Assignment: Start to finish, print the data below exactly, without the images.

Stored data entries
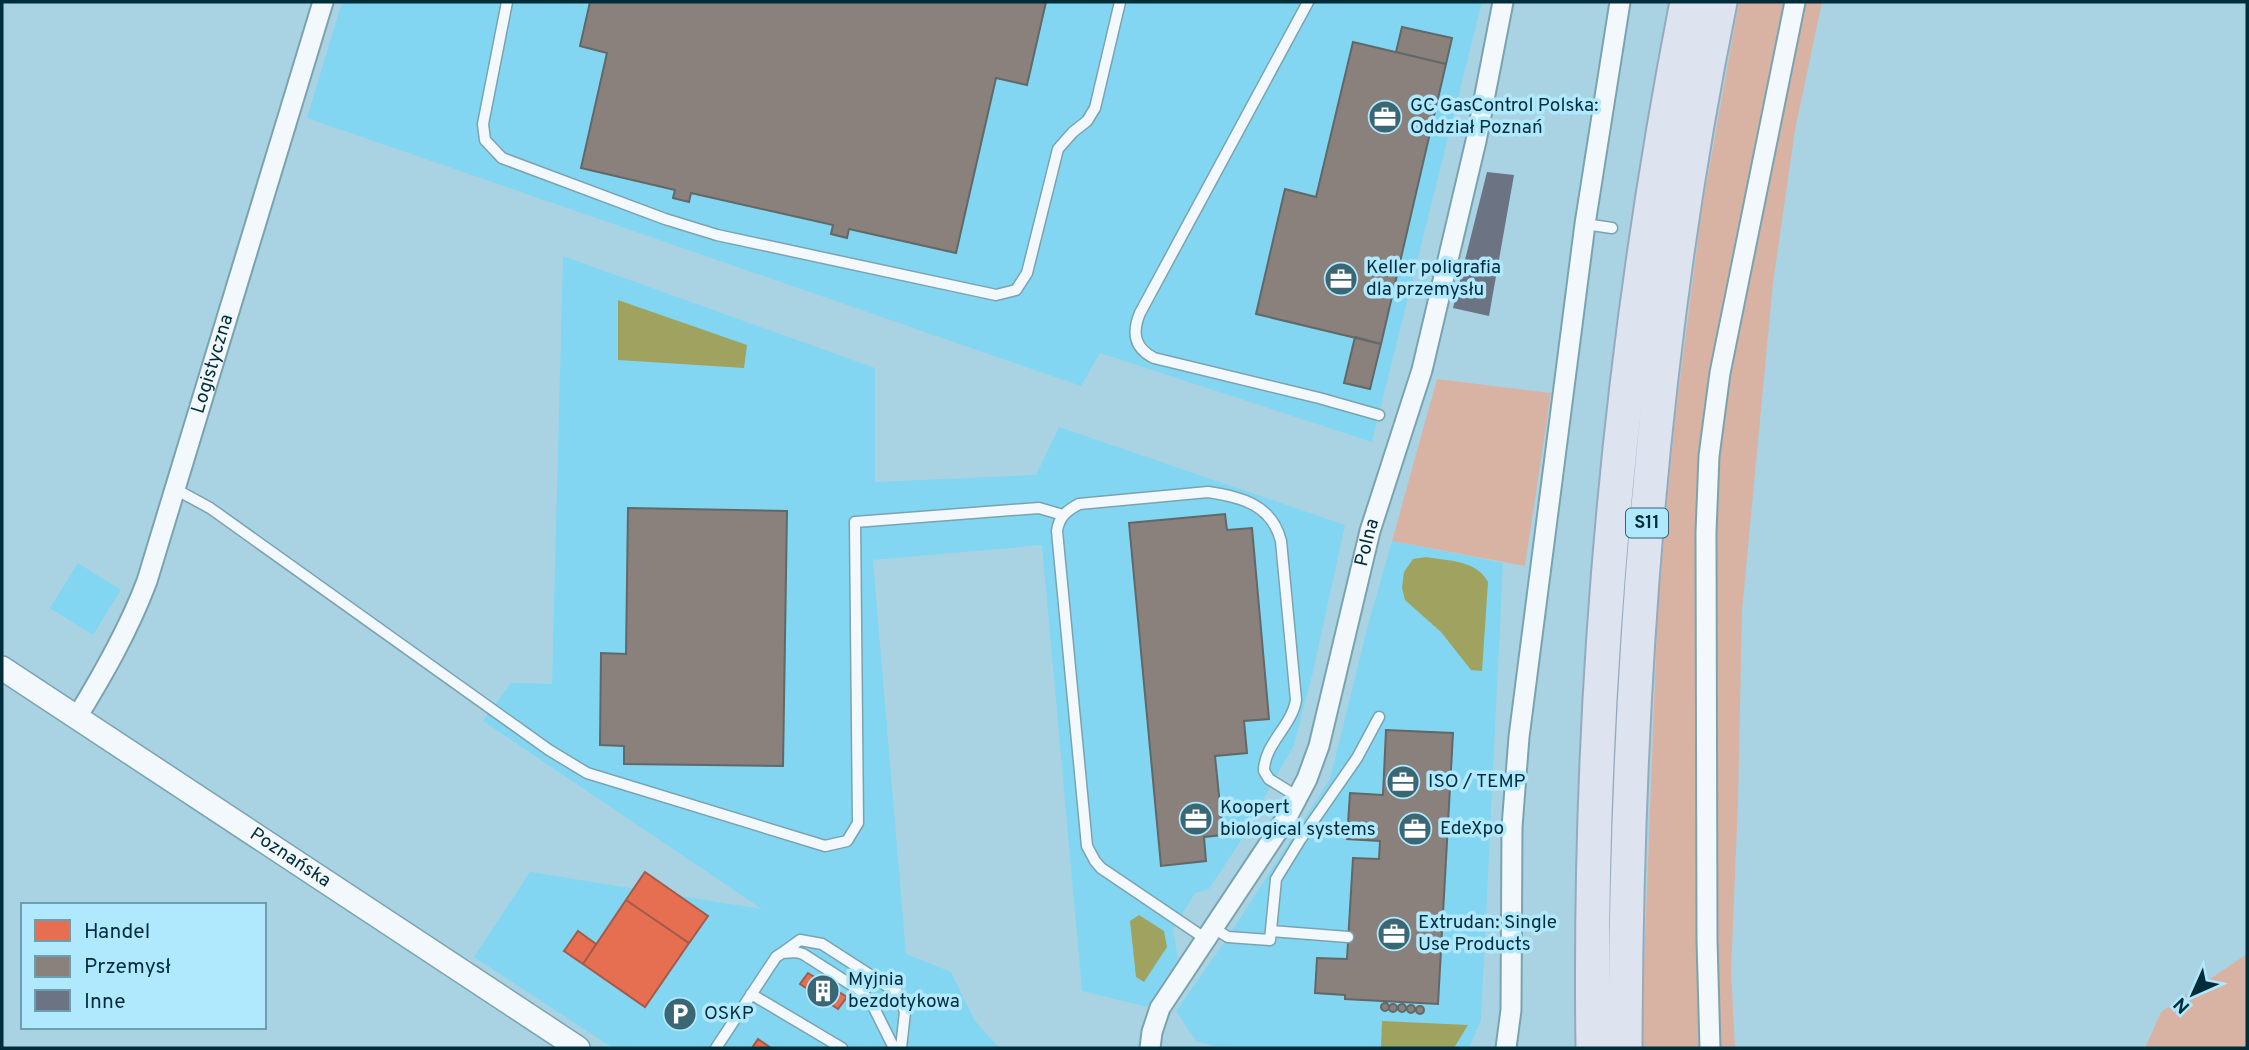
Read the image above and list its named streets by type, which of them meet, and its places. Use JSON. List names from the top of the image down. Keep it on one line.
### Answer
{"streets":{"highway":["S11"],"street":["Logistyczna","Polna","Poznańska"]},"crossings":[["Logistyczna","Poznańska"]],"places":{"office":["GC GasControl Polska: Oddział Poznań","Keller poligrafia dla przemysłu","ISO / TEMP","Koopert biological systems","EdeXpo","Extrudan: Single Use Products"],"building":["Myjnia bezdotykowa"],"parking":["OSKP"]},"legend":["Handel","Przemysł","Inne"],"north":"bottom left"}
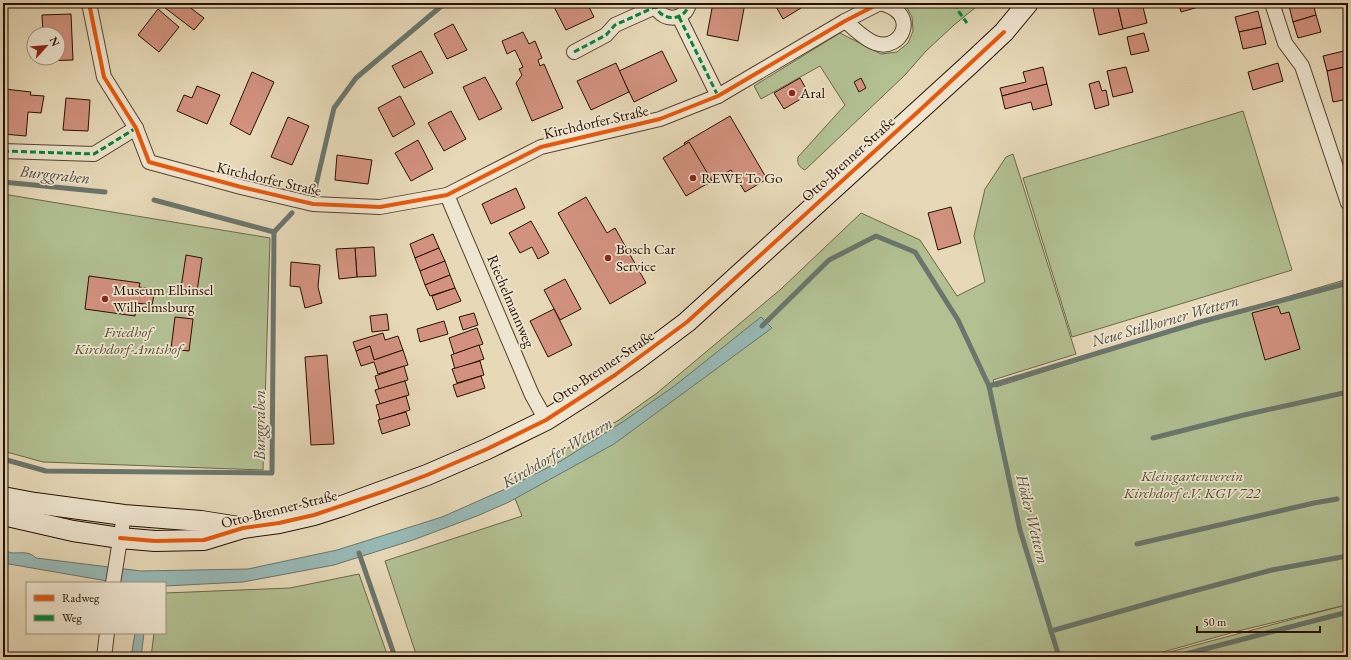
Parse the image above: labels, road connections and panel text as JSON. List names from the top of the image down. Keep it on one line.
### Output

Reply to the task:
Read the image above and list its named streets by type, which of them meet, and its places. Use JSON. List names from the top of the image down. Keep it on one line.
### Answer
{"streets":{"highway":["S11"],"street":["Logistyczna","Polna","Poznańska"]},"crossings":[["Logistyczna","Poznańska"]],"places":{"office":["GC GasControl Polska: Oddział Poznań","Keller poligrafia dla przemysłu","ISO / TEMP","Koopert biological systems","EdeXpo","Extrudan: Single Use Products"],"building":["Myjnia bezdotykowa"],"parking":["OSKP"]},"legend":["Handel","Przemysł","Inne"],"north":"bottom left"}
Parse the image above: labels, road connections and panel text as JSON. List names from the top of the image down. Keep it on one line.
### Output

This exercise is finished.